COLLEGE STATION, Texas (AP) -- Texas A&M is searching for a way to move on after this weekend’s upset loss to Auburn.
The 45-41 defeat dropped the Aggies from seventh to 14th in the poll.
Now Texas A&M has to see if Johnny Manziel’s right shoulder is OK and figure out how to improve its porous defense before hosting Vanderbilt on Saturday.
Manziel missed a series in the fourth quarter against the Tigers with the shoulder injury before returning in the loss. Coach Kevin Sumlin didn’t provide an update on the severity of his injury after the game Saturday night, but didn’t think it was a factor in the defeat.
“He came back in and played,” Sumlin said. “I don’t know how to measure pain. He didn’t say anything to me; he just said that he was ready to go. We were able to move the ball; I don’t think that was the case. We had a breakdown in protection a couple of times in the second half, which that’s not his fault.”
He was injured when he bulled into three defenders and was drilled hard into the ground on his right side late in the third quarter. He looked uncomfortable when he returned and was constantly moving and rolling his right arm. Though Sumlin wouldn’t speculate on how he was feeling, receiver Malcome Kennedy said they knew he was in pain.
Manziel threw for 454 yards and four touchdowns, but also had two interceptions Saturday. He ran for a touchdown after the injury, but was sacked for a 22-yard loss on fourth down on the last drive to give Auburn the victory.
Though Manziel couldn’t get A&M in the end zone on the last possession, a much bigger problem Saturday—as it has been all year—was the play of the inexperienced defense.
Auburn controlled the game late with its running game and finished with 379 yards rushing.
The performance of A&M’s defense Saturday dropped the Aggies to 118th out of 123 FBS teams in yards allowed a game with 494.4. Their run defense is their biggest shortcoming as they’ve allowed 226.6 yards a game on the ground.

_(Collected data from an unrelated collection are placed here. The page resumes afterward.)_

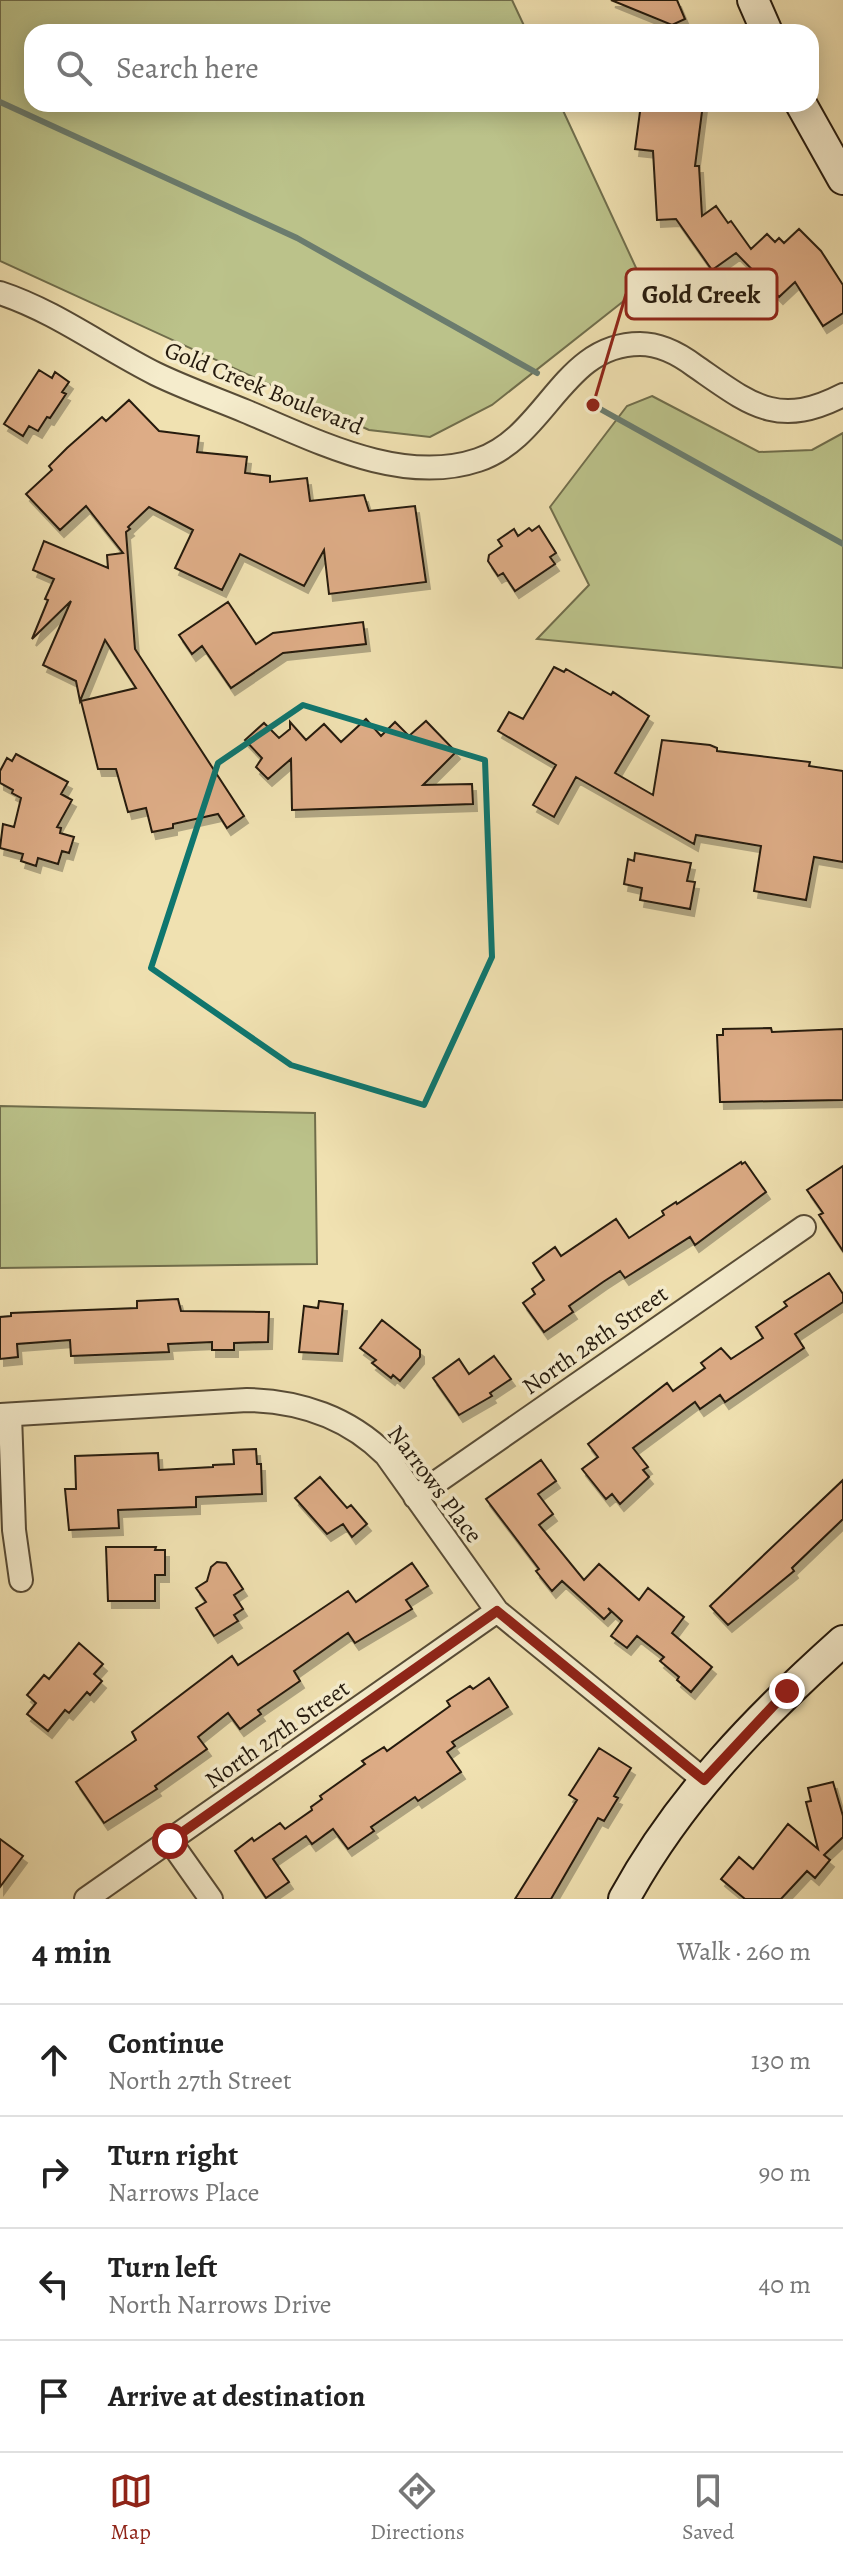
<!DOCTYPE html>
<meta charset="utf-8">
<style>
:root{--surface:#fff;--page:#f2f2f2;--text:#222;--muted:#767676;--line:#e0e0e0;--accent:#8f2418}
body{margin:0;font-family:Alegreya,serif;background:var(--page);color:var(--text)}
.stop{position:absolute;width:24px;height:24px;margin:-18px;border:6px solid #8f2418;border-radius:50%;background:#fff}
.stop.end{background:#8f2418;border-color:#fff;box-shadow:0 2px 8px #0008}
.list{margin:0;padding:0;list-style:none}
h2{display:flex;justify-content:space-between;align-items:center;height:104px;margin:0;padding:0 32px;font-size:34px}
h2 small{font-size:26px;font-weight:400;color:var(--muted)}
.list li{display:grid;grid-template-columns:52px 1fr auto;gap:24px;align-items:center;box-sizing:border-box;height:112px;padding:0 32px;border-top:2px solid var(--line)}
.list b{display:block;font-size:30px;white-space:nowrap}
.list p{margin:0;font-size:26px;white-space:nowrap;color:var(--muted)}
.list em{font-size:26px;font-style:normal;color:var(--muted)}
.icon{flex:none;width:44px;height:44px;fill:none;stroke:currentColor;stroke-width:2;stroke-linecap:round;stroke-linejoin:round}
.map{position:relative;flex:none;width:843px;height:1899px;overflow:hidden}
.search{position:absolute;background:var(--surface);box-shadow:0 4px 20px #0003;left:24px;right:24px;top:24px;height:88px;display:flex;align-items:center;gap:20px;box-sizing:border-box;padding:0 28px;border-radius:24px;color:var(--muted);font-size:30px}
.sheet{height:552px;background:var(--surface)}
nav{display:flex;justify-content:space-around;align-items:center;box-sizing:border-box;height:112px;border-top:2px solid var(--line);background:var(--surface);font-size:22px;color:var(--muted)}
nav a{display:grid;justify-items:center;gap:4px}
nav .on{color:var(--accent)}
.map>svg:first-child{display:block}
</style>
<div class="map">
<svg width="843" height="1899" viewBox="0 0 843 1899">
<defs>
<filter id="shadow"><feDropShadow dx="4" dy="7" stdDeviation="0" flood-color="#0004"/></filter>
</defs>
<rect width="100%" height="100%" fill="#f0e1b1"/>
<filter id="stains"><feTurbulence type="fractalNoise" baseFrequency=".0025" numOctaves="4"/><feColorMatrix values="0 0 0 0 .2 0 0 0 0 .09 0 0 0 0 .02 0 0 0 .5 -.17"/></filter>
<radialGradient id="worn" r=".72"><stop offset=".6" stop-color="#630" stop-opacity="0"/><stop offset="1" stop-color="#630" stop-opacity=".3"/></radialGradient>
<path fill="#bbc28a" stroke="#706e4c" stroke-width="2" d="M0,0h512l15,32h-495v72h528l84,181 -152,120 -62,32 -61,-7 -369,-169z
M652,396l107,56 53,-2 31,-17v235l-306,-29 52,-54 -39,-78 77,-101z
M0,1106l315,7 2,151 -317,4z"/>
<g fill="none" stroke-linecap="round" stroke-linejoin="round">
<path stroke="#6b7c6e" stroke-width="6" d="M0,102l297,136 240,135
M593,405l250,139"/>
</g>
<path fill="#ddac86" stroke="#251a0d" stroke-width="2" filter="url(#shadow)" d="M611,0h66l8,19 -13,6z
M641,104h62l-8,62h4l3,50 14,-10 12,17 3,-2 20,28 16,-15 8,8 4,-4 5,5 15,-14 22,22 22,34v28l-20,13 -28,-44 -16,15 -43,-44 -24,17 -36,-51 -19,1 -4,-69 -18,-2z
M39,370l13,8 3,-6 14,10 -7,10 4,2 -16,24 -3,-1 -9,14 -9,-5 -6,10 -19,-12z
M129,400l30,31 40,5 -2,16 50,5 -2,16 25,3v6l37,-4 3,23 54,-6 5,16 46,-5 11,76 -97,12 -5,-44 -20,36 -64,-32 -18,36 -47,-22 18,-38 -44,-23 -21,20 2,2 -4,3 9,117 109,167 -17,12 -9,-14 -45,10v4l-21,4 -6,-24 -18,4 -12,-43h-18l-17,-68 55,-13 -31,-48 -25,61 -4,-20 -33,-16 28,-64 -39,38 16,-39 -3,-1 9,-20 -21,-9 11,-29 64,27 -1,-13 16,-2 -37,-47 -26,24 -34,-36 26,-24 -3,-4 18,-18 35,-31 4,4z
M539,526l17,27 -6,4 5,7 -40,27 -12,-18 -5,3 -10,-15 1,-6 13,-9 -4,-6 16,-11 4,7 11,-8 3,3z
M228,602l28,42 17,-11 90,-11 3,22 -83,9 -52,35 -29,-42 -10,8 -13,-19z
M554,667l10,5 2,-3 45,26 2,-3 36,24 -34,57 38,22 9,-55 48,5 7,3v3l93,11 -1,4 34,5v91l-29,-5 -8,43 -52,-9 7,-45 -65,-11 -2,9 -118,-67 -22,40 -21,-12 23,-40 -58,-34 11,-19 14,7z
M366,719l15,17 14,-14 14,14 17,-15 30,31 -33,33 49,-1 1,20 -181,6 -1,-51 -23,20 -12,-12 6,-9 -17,-18 19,-17 15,15 11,-9v-7l16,18 18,-16 17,18z
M16,754l52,28 -7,12 11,6 -15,27 4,1 -1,5 14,4 -5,16 -7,-2 -4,13 -20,-6 -2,8 -15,-5 2,-7 -23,-6 3,-24 11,3 7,-29 -9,-5 1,-3 -13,-7v-12l7,-13 5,3z
M635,853l56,10 -4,18 8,1 -5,27 -50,-9 2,-12 -18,-4 4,-25 6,2z
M771,1028l1,4 71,-3v71l-123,2 -3,-67h6v-6z
M741,1162l1,2 3,-2 21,30 -71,53 -5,-8 -65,41 -5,-7 -17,11 -34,24 4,6 -29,20 -21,-29 12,-9 -3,-5 12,-9 -11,-17 22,-16 6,9 55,-37 13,19 35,-23 -2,-4 14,-9 1,2z
M843,1166v85l-24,-36 4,-2 -16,-23z
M829,1273l14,21v8l-48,32 9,14 -79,54 -5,-7 -20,14 -5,-7 -62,46 15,19 -5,3 6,7 -29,27 -8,-10 -6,5 -24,-30 16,-12 -10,-13 79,-61 6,8 32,-23 -4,-5 20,-15 10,11 32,-21 -7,-11 31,-21 -3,-4z
M178,1299l3,12 88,1 -1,30 -34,1v7h-22v-8l-44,2 1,8 -98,4 -1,-16 -53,4 1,13 -18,2v-42l11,-1v-3l126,-5v-7z
M319,1301l24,3 -5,50 -39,-2 5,-46 14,2z
M382,1320l38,30v7l-20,24 -7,-6 -2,3 -19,-15 4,-3 -16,-12z
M494,1356l17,23 -21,14 2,3 -33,19 -26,-37 26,-19 10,15z
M256,1449l1,15h4l1,30 -66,3v10l-78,3 1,18 -50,2 -4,-41h11l-1,-33 83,-3 1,17 54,-3v-2l21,-1 -1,-14z
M541,1460l15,21 -18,13 15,20 -14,11 45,55 15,-16 40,36 9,-12 36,29 -12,16 40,34 -21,25 -14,-12 2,-3 -19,-16 4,-4 -27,-21 -10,12 -16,-12 11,-15 -14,-13 3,4 -7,7 -42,-38 -10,10 -16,-20 3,-2 -53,-70z
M320,1477l27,31 4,-3 16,19 -15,13 -9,-13 -16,10 -32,-36z
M843,1480v39l-51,49 2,3 -66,54 -18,-19z
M106,1547h50l-1,3h10v25h-10v26h-47z
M217,1562l9,1 17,26 -9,6 9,14 -9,6 4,6 -24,15 -18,-28 10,-6 -10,-14 11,-7 4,-14z
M412,1563l16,23 -22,14 6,9 -57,34 -7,-10 -54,38 6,10 -42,29 3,4 -21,15 -12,-16 -30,24 9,12 -52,37 2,3 -53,34 -28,-41 60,-42 -4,-8 100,-76 6,9 110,-74 8,11z
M79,1643l24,21 -9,10 8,7 -12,14 -3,-3 -18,21 -4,-3 -17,21 -21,-17 9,-11 -9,-8 17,-20 5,4z
M489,1678l19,29 -56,35 3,4 -8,6 14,20 -43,29 -3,-4 -44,30 3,4 -26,18 -15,-20 -21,15 -6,-8 -33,23 16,23 -23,16 -31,-47 17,-13 2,3 26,-18 5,6 27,-19 -1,-3 11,-8 -2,-3 45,-32 -3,-3 22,-14 3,4 63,-45 -3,-5 23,-15 3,3z
M599,1748l32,20 -17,28 4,2 -14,23 -6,-3 -47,81h-36l62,-99 -8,-5z
M833,1782l10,34v21l-19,18 6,5 -15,18 -8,-7 -26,28h-36l-24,-20 18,-22 14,12 35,-45 30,25 -12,-47 5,-1 -3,-13z
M0,1839l23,17 -23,31z"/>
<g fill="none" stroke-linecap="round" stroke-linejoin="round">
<defs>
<path id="street" d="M0,293c55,18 104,55 156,81 29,14 60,25 89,37 70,29 156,75 233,49 69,-23 84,-116 162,-116 21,0 39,10 55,22 55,38 82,63 148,29
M0,1415l247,-15c53,1 102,18 139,55l111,156 207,169
M10,1415l4,115 7,50
M415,1497l389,-270
M170,1841l41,58
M86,1899l411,-288"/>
<path id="secondary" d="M753,0l14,32
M801,104l42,75
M624,1899c55,-101 134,-182 219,-258"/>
</defs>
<use href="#street" stroke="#584c36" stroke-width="26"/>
<use href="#secondary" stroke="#251a0d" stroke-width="34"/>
<use href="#street" stroke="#f5eccc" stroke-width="22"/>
<use href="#secondary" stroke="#f5eccc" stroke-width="30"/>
</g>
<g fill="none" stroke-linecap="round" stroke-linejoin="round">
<path stroke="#8f2418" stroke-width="10" d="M170,1841l327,-230 207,169 83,-89"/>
</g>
<path fill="none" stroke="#0f766e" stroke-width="6" stroke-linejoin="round" d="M303,705l182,55 7,197 -68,148 -133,-40 -140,-97 67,-205z"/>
<g text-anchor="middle" stroke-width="7" stroke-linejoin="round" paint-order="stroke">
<g font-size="24" fill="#251a0d" stroke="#f5eccc">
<text transform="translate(264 388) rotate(22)" y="8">Gold Creek Boulevard</text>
<text transform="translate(595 1340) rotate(-35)" y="8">North 28th Street</text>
<text transform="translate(435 1484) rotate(53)" y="8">Narrows Place</text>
<text transform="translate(277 1734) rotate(-35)" y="8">North 27th Street</text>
</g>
</g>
<path fill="none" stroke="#8f2418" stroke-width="3" d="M593 405L626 294"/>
<circle fill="#8f2418" stroke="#f5eccc" stroke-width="3" cx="593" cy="405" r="8"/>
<rect fill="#f5eccc" stroke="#8f2418" stroke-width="3" x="626" y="269" width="151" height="50" rx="8"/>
<g font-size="26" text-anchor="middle" font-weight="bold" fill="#251a0d">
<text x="701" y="303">Gold Creek</text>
</g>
<rect width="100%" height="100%" filter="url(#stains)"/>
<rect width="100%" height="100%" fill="url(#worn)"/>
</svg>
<div class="stop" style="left:170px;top:1841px"></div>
<div class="stop end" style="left:787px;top:1691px"></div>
<div class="search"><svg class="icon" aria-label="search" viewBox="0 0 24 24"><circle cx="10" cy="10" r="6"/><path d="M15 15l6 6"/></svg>Search here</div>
</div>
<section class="sheet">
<h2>4 min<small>Walk · 260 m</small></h2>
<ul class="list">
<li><svg class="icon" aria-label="ahead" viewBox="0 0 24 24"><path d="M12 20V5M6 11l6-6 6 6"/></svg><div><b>Continue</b><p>North 27th Street</p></div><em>130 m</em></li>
<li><svg class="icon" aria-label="right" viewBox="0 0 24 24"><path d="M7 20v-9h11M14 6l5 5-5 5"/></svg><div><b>Turn right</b><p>Narrows Place</p></div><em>90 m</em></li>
<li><svg class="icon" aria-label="left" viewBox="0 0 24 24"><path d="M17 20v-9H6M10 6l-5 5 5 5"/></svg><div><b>Turn left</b><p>North Narrows Drive</p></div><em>40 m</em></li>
<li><svg class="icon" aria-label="arrive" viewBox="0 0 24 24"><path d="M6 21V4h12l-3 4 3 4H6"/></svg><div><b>Arrive at destination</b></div></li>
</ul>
</section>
<nav>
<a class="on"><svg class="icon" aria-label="map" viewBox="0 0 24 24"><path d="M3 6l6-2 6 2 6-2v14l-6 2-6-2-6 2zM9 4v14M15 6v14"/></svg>Map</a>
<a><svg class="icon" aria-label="directions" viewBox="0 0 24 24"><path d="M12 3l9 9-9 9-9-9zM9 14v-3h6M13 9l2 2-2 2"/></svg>Directions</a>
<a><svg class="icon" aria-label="saved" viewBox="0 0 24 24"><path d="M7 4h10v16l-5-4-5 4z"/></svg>Saved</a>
</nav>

Injuries have forced the Aggies to rely on young players this season. Five of their defensive starters on Saturday were freshmen or sophomores.
Defensive coordinator Mark Snyder said he needs to figure out how to get some of his veterans on the unit to step up and help the younger players.
“There’s something to that, but that’s what we are here for as coaches. That’s our job,” he said. “If you don’t have that leadership on the field, you have to create that. We have to lead the way as coaches.”
The Aggies, who are giving up 33.9 points a game, had trouble getting off the field on third down on Saturday. The Tigers converted three third-downs on their last drive alone.
“We felt like we got them to third-and-long, but third-and-medium would be our downfall,” Snyder said. “That is very frustrating.”
The Aggies have three straight home games before a trip to No. 13 LSU on Nov. 23. Sumlin said he’ll look for his team to correct its mistakes and improve before hosting Vanderbilt Saturday.
“We got a lot of football left, there’s no telling what can happen,” Sumlin said. “In this league there’s a lot of close games, there are a lot of people who lost (Saturday), too. We got to keep playing and we can’t dwell on this, we got to move on, but we also got to look honestly at where we are and how we’re going to approach things from here on out.”